◆ Supplied data

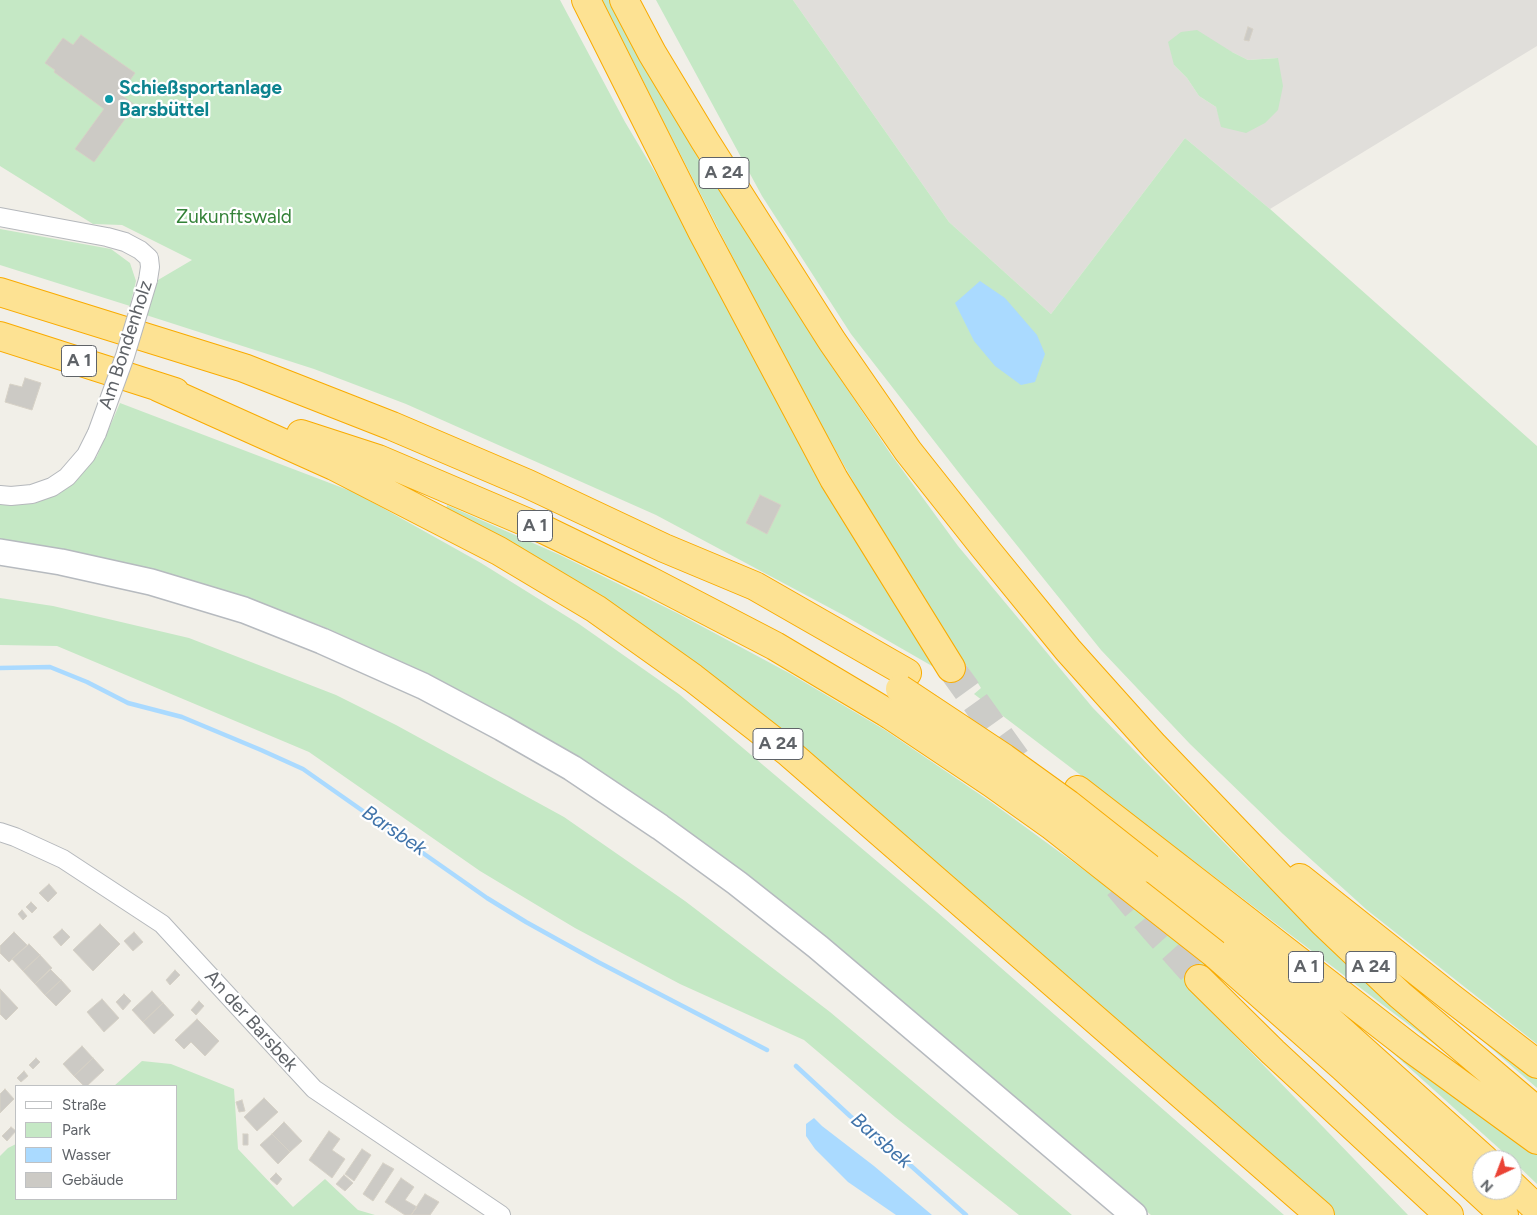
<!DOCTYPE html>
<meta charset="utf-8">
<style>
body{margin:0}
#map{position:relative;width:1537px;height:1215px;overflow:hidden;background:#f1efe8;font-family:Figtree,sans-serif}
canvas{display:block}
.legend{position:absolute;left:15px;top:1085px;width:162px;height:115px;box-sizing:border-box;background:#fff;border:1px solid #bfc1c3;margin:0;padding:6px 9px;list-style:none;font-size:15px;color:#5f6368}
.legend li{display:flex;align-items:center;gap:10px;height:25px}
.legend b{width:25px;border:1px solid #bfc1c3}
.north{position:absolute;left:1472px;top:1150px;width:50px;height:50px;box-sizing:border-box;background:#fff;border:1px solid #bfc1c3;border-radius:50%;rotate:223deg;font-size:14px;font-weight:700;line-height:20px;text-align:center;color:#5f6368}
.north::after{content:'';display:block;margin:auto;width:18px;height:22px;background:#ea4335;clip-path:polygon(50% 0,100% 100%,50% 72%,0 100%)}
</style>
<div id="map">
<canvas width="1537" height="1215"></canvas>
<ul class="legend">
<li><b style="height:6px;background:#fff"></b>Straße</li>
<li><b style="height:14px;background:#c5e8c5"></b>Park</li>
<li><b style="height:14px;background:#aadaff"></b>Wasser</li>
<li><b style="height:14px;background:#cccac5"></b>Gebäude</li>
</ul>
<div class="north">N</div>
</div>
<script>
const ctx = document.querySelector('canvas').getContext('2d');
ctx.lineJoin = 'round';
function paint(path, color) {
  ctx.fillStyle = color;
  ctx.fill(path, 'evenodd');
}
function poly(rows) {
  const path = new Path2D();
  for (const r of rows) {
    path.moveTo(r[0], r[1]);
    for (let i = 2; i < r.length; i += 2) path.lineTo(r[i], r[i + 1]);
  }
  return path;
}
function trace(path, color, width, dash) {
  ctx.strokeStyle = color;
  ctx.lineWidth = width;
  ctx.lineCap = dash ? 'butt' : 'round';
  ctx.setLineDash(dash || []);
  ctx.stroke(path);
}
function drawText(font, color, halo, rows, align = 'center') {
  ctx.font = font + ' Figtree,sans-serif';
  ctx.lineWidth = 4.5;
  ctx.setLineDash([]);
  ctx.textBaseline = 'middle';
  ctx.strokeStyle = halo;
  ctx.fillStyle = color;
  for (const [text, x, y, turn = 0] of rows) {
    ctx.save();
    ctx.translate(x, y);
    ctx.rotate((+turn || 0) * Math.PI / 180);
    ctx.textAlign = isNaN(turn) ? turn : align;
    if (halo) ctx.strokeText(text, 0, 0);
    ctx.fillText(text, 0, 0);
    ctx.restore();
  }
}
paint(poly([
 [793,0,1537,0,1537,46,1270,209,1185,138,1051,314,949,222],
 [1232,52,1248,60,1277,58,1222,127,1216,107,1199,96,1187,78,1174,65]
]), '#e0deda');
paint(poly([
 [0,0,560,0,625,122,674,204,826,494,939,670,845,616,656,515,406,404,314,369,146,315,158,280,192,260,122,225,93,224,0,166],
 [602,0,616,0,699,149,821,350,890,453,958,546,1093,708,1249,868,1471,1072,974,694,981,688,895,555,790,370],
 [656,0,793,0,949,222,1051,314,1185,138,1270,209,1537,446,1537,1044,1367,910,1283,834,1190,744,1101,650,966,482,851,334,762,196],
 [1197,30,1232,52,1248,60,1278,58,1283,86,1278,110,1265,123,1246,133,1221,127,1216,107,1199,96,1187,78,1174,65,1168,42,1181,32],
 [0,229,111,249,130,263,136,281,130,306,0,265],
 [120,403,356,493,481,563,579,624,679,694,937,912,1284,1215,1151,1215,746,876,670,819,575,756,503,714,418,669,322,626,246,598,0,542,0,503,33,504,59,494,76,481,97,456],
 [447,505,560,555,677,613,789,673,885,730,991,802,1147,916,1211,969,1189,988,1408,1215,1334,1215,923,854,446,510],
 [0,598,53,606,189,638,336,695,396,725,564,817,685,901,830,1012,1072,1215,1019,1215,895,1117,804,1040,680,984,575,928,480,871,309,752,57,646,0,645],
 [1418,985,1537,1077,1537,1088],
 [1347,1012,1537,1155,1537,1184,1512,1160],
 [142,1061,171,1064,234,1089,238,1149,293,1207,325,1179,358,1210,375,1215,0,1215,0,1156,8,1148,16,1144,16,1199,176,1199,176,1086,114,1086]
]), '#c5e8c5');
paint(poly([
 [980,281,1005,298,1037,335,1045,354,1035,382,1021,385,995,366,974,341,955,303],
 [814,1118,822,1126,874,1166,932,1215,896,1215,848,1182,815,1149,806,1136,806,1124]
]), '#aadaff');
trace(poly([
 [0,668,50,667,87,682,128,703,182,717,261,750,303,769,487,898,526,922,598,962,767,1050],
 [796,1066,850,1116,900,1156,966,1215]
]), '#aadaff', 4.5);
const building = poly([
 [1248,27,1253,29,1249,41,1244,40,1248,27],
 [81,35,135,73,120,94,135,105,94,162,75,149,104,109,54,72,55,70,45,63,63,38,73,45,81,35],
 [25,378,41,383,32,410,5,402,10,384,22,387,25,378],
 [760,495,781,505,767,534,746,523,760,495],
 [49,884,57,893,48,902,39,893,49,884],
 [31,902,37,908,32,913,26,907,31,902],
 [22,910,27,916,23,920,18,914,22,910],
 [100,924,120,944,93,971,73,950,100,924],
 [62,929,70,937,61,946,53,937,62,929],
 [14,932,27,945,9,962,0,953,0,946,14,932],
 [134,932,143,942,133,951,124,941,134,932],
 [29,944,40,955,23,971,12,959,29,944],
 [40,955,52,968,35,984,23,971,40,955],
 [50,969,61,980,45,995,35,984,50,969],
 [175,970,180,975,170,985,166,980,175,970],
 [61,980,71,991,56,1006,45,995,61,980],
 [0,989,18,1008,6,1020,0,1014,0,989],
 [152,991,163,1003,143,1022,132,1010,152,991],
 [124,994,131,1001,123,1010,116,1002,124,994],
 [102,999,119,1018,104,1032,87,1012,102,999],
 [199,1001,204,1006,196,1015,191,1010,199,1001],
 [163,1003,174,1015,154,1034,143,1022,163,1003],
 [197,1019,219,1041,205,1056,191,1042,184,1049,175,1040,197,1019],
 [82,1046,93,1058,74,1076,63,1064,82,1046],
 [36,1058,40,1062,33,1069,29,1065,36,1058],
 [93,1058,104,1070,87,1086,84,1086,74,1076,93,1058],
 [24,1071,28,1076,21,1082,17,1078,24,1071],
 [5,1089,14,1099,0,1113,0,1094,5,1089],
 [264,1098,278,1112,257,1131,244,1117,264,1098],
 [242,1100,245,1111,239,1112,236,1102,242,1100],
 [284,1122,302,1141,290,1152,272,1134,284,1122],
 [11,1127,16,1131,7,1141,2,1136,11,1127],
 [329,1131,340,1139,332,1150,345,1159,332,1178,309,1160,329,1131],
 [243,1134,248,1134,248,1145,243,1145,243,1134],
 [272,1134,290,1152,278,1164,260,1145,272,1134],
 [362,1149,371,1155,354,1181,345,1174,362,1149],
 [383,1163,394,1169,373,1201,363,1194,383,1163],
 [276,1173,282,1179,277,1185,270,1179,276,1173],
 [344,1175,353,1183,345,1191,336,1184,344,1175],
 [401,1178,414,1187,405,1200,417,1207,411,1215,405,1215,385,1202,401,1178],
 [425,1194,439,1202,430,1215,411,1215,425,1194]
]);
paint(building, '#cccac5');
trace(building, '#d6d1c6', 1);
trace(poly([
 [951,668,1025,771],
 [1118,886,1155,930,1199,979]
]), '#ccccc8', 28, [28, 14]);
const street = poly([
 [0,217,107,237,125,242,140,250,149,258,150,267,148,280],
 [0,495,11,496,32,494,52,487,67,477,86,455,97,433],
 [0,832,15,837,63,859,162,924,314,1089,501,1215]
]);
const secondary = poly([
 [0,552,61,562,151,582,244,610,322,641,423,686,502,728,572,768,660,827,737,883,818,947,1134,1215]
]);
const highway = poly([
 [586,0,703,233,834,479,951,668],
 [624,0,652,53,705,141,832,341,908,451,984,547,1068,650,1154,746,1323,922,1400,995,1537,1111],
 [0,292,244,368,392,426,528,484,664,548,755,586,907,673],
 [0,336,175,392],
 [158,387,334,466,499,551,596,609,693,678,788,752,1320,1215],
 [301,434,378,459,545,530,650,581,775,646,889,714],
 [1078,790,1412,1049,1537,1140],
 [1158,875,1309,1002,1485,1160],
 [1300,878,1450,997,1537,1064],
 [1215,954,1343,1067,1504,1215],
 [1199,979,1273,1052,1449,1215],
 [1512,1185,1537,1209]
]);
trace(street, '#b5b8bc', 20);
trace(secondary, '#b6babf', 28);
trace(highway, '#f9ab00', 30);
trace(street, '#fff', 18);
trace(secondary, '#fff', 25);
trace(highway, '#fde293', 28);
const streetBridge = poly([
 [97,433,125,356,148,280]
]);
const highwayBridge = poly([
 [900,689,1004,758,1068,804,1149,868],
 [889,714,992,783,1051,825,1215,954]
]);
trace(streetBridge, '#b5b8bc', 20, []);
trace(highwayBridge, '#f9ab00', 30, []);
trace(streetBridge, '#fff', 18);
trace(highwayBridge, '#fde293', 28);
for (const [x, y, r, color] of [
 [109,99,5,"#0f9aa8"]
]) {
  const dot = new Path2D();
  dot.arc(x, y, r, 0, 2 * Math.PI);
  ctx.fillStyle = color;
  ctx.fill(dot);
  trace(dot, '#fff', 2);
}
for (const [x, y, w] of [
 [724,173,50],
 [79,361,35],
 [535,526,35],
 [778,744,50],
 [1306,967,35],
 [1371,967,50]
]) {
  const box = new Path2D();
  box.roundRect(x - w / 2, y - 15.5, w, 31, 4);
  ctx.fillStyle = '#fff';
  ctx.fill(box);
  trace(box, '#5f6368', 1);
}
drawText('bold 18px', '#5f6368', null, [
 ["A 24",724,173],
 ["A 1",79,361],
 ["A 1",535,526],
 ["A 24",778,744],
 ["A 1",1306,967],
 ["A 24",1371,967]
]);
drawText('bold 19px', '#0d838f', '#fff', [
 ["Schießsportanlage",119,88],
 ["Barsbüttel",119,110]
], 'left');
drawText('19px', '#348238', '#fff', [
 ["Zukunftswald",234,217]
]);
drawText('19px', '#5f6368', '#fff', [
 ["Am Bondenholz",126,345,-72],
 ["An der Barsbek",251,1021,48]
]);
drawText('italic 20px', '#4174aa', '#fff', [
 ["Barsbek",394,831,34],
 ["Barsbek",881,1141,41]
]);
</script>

◆ Exercise
Filter the data above, keeping only lines that include the string "building".

◆ Solution
const building = poly([
paint(building, '#cccac5');
trace(building, '#d6d1c6', 1);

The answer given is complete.